Established among Montreal’s big names, alongside the likes of Marie Saint Pierre, Philippe Dubuc, Tavan & Mitto and Denis Gagnon, Harricana par Mariouche distinguishes itself by way of its ecological policy…
Harricana par Mariouche, named after its creator Mariouche Gagné, is a fashion house unlike others because nearly everything Gagné makes is fashioned out of recycled fur.
“A real fur coat has a shelf life of 100 years, whereas we don’t even know how long it takes a faux fur coat to disintegrate once it’s been discarded, because plastic hasn’t been around long enough for us to know. Which one do you think is worse for the planet?” Gagné’s question is a pointed one, and one even members of PETA should mull over. For Gagné, this is the basis of a philosophy she’s developed throughout her career, that blends a love of Native culture, natural materials and high-end fashion.
After a first immersion into fashion in Paris, where as the winner of a contest created by Cartier and Air France she got to live and work a stint in the City of Lights, Gagné wanted to study at the Domus Academy in Milan. The only problem? The tuition cost $25,000. That’s when her mom came across another contest that asked budding designers to work with fur. “I was really outdoorsy, so I decided to create skiwear with fur inside, using my mum’s two old fur coats, and I won the contest. I was able to do my master’s degree at Domus. When I came back to Montreal at 21 I kept working with recycled fur, and presented my pieces to Simon’s and right away got orders. That was the beginning!”
Today, in addition to having her line in stores like Simon’s and Ogilvy’s and working in tangent with some of the world’s biggest brands, including a partnership with Rossignol next year, Gagné has her flagship store in an impressive 100-year-old bank building on the corner of Atwater and Saint-Antoine.
“I moved here in 2002, just over 10 years ago. The whole collection is here, as well as all the services we offer – transforming, cleaning and restoring recycled fur and wedding dresses. I’ve got amazing contact with the customers here – I get young, old, men, women visitors, so I can go bit more crazy and do one-of-a-kind pieces. If you look at the store there are no two pieces that are exactly the same.”
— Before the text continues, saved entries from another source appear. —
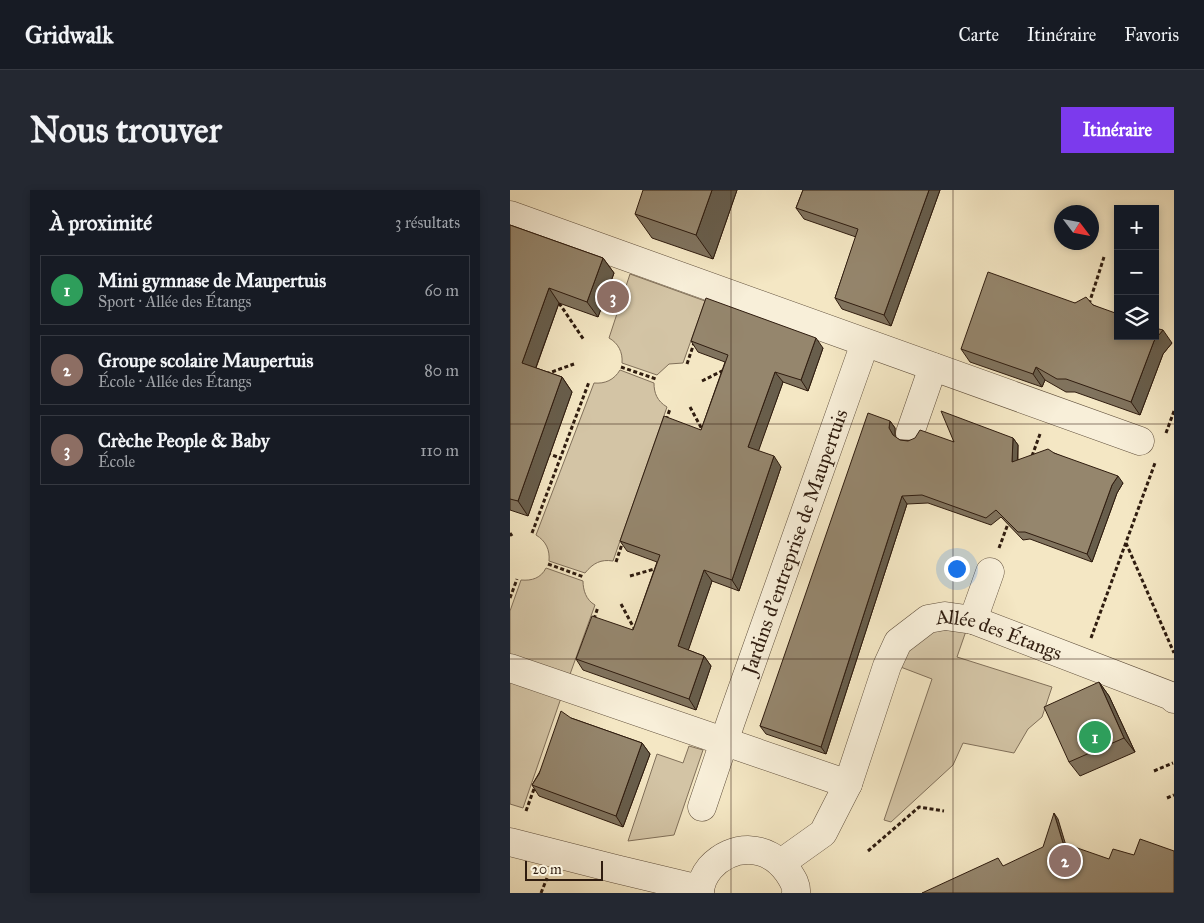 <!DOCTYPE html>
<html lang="fr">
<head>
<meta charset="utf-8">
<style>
	body { margin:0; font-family:"IM FELL Great Primer",serif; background:#242831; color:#f1f3f6 }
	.controls { position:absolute; right:15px; top:15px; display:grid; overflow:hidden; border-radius:0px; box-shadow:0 2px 8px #0003 }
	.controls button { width:45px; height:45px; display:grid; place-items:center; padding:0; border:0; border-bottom:1px solid #363941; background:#171b24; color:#f1f3f6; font:25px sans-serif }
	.compass { position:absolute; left:544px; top:15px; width:45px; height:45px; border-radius:50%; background:#171b24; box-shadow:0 2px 8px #0003; rotate:122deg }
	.scale { position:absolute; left:15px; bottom:12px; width:78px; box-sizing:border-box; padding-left:5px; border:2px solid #2f1c0f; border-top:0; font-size:14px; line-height:18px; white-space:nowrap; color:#2f1c0f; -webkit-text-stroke:4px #f8efd9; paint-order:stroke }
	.you { position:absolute; left:446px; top:378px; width:18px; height:18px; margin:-12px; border:4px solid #fff; border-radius:50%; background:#1a73e8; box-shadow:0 0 0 8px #1a73e833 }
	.badge { display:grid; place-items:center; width:32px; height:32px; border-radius:50%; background:#7c3aed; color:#fff; font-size:16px; font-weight:700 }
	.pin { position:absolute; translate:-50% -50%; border:2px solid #fff; box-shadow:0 1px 5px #0006 }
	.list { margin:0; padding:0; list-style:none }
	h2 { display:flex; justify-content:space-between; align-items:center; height:65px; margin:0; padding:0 20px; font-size:21px }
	h2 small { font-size:16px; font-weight:400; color:#9ea1a6 }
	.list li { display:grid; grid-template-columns:32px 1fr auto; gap:15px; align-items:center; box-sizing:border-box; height:70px; margin:0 10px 10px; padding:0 10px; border:1px solid #363941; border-radius:0px }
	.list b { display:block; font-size:19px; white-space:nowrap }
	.list p { margin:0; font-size:16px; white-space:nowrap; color:#9ea1a6 }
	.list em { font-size:16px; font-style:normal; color:#9ea1a6 }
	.icon { flex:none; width:28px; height:28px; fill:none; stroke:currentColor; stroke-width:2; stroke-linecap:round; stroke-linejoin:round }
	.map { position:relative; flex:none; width:664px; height:703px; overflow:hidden; border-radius:0px }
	header { display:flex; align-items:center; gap:30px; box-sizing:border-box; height:70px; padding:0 25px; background:#171b24; border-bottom:1px solid #363941 }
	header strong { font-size:24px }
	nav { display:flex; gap:28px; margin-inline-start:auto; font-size:18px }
	.intro { display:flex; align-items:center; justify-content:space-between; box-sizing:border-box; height:120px; padding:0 30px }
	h1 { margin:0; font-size:35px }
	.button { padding:12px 22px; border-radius:0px; background:#7c3aed; color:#fff; font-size:18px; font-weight:700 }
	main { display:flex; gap:30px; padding:0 30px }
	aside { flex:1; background:#171b24; border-radius:0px; box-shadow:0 2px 8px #0003 }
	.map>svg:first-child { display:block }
	.green { fill:#d3c4a5; stroke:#81705a }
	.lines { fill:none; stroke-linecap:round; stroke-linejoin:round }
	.minor-casing { stroke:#604f3c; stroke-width:29 }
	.path { stroke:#2f1c0f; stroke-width:3; stroke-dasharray:4 2.5; stroke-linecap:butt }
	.minor { stroke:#f8efd9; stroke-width:28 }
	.wall { fill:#80735e; stroke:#2f1c0f }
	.shaded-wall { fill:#685e4c; stroke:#2f1c0f }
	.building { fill:#95866d; stroke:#2f1c0f }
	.grid { fill:none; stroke:#2f1c0f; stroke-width:1; stroke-opacity:0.55 }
	.labels { text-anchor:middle; stroke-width:5; stroke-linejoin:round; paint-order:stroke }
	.street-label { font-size:20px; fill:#2f1c0f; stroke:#f8efd9 }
</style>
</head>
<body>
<header>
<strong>Gridwalk</strong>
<nav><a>Carte</a><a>Itinéraire</a><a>Favoris</a></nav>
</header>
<div class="intro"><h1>Nous trouver</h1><a class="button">Itinéraire</a></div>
<main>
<aside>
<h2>À proximité<small>3 résultats</small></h2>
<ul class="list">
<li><span class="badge" style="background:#2e9e5b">1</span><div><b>Mini gymnase de Maupertuis</b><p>Sport · Allée des Étangs</p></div><em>60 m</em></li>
<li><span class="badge" style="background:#8d6e63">2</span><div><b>Groupe scolaire Maupertuis</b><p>École · Allée des Étangs</p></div><em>80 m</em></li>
<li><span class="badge" style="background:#8d6e63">3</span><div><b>Crèche People &amp; Baby</b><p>École</p></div><em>110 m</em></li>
</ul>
</aside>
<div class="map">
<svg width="664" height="703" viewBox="0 0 664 703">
	<rect width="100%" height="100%" fill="#f4e7c4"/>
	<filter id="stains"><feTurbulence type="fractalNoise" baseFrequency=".004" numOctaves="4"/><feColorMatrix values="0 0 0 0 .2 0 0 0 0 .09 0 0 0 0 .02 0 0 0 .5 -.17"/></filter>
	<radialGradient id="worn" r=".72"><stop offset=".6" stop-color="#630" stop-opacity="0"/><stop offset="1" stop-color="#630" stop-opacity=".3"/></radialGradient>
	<!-- green -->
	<path class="green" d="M 120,84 L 195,111 L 173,173 L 159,174 L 147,185 L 112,173 C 113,162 108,153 99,148 Z
		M 110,180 L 144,193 C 144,203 147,211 157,217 L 103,371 C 91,369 83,373 75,383 L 39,371 C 40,360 36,351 26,345 L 84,193 C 95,194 104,190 110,180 Z
		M 36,378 L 73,391 C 73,400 76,410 85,415 L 59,487 L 0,466 L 0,421 L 11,390 C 22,391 31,388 36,378 Z
		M 440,440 L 456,441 L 447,467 L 542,497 L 532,527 L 518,539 L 504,563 L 453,553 L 443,575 L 381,632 L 374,630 L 422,489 L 388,476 L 396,460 L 424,441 Z
		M 0,490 L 51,508 L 13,618 L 0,614 Z
		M 179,556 L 193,560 L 164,645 L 118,651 L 147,564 L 173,573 Z"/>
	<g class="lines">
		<!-- minor casing -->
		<g class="minor-casing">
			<g id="minor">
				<path d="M 0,25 L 630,251"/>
				<path d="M 400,243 L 423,177"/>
				<path d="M 463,430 L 480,382"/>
				<path d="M 0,478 L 338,594"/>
				<path id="s1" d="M 192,617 L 221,531 L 355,153"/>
				<path d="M 0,652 L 106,679 L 190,699"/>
				<path id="s2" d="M 271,673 L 313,643 L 338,594 L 377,476 L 388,452 L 418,429 L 435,426 L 463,430 L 661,506 L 664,509"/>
				<path d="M 190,703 C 190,694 195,684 200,678 C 223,653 258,654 278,682 C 282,688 287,695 286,703"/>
			</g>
		</g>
		<!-- path -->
		<path class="path" d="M 49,113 L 74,150
			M 579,114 L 594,67
			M 177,174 L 184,153
			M 111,177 L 146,189
			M 36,184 L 64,174
			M 192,191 L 214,180
			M 180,217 L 193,241
			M 156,230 L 160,219
			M 656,243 L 664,221
			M 37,263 L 50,268
			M 522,266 L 530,244
			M 0,343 L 2,346
			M 22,343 L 79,192
			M 616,353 L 664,463
			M 489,358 L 499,331
			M 106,372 L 113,351
			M 38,374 L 74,387
			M 120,386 L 148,378
			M 0,408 L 7,389
			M 111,414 L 126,442
			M 84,429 L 88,417
			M 581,448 L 645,273
			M 644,581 L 663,573
			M 657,608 L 664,605
			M 16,621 L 25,596
			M 358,661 L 409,617 L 434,621
			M 31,703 L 37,688"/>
		<!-- minor -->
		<use href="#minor" class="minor"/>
	</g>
	<!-- wall -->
	<path class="wall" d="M 227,0 L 203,69 L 142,48 L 125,24 Z
		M 293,0 L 430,0 L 381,136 L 332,119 L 325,108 L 346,47 L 294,29 L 286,18 Z
		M 0,35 L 93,68 L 104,83 L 88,127 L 49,113 L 26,178 L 52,187 L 62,202 L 18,326 L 0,320 Z
		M 565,113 L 583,115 L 662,153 L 653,164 L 630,225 L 565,202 L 556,202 L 535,190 L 532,197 L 460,172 L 451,159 Z
		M 181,151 L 313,158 L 298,201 L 273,192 L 248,261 L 271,277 L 229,401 L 202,391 L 178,460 L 194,466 L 201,476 L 186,520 L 73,480 L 66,469 L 123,440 L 147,372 L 117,361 L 110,351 L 191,240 L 215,172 L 188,162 Z
		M 380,231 L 385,238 L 385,247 L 390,250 L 444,252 L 503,248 L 508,255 L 508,270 L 544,263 L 613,293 L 607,303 L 582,372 L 520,349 L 513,350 L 491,327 L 481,335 L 418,313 L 397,314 L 316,564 L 256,544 L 250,536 Z
		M 589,492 L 599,506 L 625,562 L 570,586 L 559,572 Z
		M 61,528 L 132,553 L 140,564 L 113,637 L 29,606 L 22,595 Z"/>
	<!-- shaded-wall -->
	<path class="shaded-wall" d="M 202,0 L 227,0 L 203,69 L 186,45 Z
		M 419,0 L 430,0 L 381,136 L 374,125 Z
		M 93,68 L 104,83 L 88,127 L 77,112 Z
		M 39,98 L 49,113 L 22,188 L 12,173 Z
		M 653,140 L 662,153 L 653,164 L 630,225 L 621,212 L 644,151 Z
		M 306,148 L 313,158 L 298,201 L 291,190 Z
		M 526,177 L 535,190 L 532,197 L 523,184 Z
		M 265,182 L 273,192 L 246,268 L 238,257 Z
		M 52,187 L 62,202 L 18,326 L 8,311 Z
		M 380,231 L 385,238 L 385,245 L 388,253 L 383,245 L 379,238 Z
		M 503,248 L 508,255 L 507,279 L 502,272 Z
		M 264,266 L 271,277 L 229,401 L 222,390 Z
		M 608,286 L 613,293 L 607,303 L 582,372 L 577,364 L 602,295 Z
		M 392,306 L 397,314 L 316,564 L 311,557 Z
		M 194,380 L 202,391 L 176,467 L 168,456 Z
		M 194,466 L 201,476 L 186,520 L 179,509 Z
		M 589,492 L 599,506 L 625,562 L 614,548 Z
		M 132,553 L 140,564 L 113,637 L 106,626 Z
		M 544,623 L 548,629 L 557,659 L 553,653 Z"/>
	<!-- building -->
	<path class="building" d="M 133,0 L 202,0 L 186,45 L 125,24 Z
		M 293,0 L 419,0 L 374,125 L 325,108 L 348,39 L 286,18 Z
		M 0,35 L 93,68 L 77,112 L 39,98 L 12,173 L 52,187 L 8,311 L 0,309 Z
		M 478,82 L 565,113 L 576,107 L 583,115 L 608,124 L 608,146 L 645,146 L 645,138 L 653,140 L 644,151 L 621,212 L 556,189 L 547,189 L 526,177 L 523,184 L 451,159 Z
		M 196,108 L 306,148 L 291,190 L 265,182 L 238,257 L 264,266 L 222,390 L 194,380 L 168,456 L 194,466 L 179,509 L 66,469 L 82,426 L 123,440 L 150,365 L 110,351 L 154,226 L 191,240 L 218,165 L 181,151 Z
		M 431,221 L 503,248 L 502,272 L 538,259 L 544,263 L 608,286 L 602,295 L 577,364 L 515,342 L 508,342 L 486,320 L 476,328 L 412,305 L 392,306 L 311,557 L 250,536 L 358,223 L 380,231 L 379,238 L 383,245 L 390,250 L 398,251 L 405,248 L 410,240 L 444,252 Z
		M 589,492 L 614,548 L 559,572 L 534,517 Z
		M 51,521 L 61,528 L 132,553 L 106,626 L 22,595 L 29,584 Z
		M 544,623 L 553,653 L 599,669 L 603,659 L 624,665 L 630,649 L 664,661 L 664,703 L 412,703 L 488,668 L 493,676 L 533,657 Z"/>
	<!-- grid -->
	<path class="grid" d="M 221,0 L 221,703M 443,0 L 443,703M 0,234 L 664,234M 0,469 L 664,469"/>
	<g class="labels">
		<!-- street labels -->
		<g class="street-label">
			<text dy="7" stroke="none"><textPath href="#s1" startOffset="281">Jardins d'entreprise de Maupertuis</textPath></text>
			<text dy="7" stroke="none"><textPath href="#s2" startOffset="369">Allée des Étangs</textPath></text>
		</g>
	</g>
	<rect width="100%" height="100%" filter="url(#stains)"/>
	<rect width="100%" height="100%" fill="url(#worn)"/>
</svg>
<div class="controls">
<button>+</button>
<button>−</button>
<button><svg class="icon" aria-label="layers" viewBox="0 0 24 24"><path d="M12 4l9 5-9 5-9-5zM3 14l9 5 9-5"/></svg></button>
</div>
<svg class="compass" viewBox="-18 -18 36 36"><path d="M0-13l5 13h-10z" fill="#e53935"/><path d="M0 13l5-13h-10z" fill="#9ea1a6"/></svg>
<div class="scale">20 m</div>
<div class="you"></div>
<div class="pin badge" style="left:585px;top:547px;background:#2e9e5b">1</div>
<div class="pin badge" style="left:555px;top:671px;background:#8d6e63">2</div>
<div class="pin badge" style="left:103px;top:107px;background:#8d6e63">3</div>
</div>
</main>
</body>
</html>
The most impressive section of the building, other than the retail, is the Économusée – launched in 2012, the museum invites visitors to explore Gagné’s atelier and back store (I’ve never seen so many fur coats in one place!) in a fascinating guided tour that teaches not only about this label, but about the history of fashion in Montreal. It’s a great way to absorb the craftsmanship and detail that goes into the kind of restorative work Gagné and her team do. It paints a sharp contrast to the world of fast fashion.
“You can get a pair of boots for the cost of a cup of coffee today,” says Gagné. “It doesn’t make sense, if you think of the work that goes into making a pair of boots. As a fashion person it’s up to us to educate people on this imbalance. There’s a very big difference between the boots at $19 and the ones at $200. It’s not the same materials, it wasn’t made in the same conditions, it’s not going to last the same way… the $200 pair will last you 10 years. The effect on the planet is so much less in the long run.”
So make a visit to this made-in-Montreal design house a must while you’re in town, and while you’re at it, reserve yourself a half-day for the area. “Every week there’s a new condo building, a new restaurant, a new Starbucks in this area! It’s so great,” says Gagné. “There’s Parisian Laundry and Arsenal, two art galleries that are just amazing; cute cafés and restaurants on Notre-Dame Street; you can rent a peddle-boat on the Lachine Canal, go to the Atwater Market… discover an area that’s kind of what Brooklyn has become to New York.”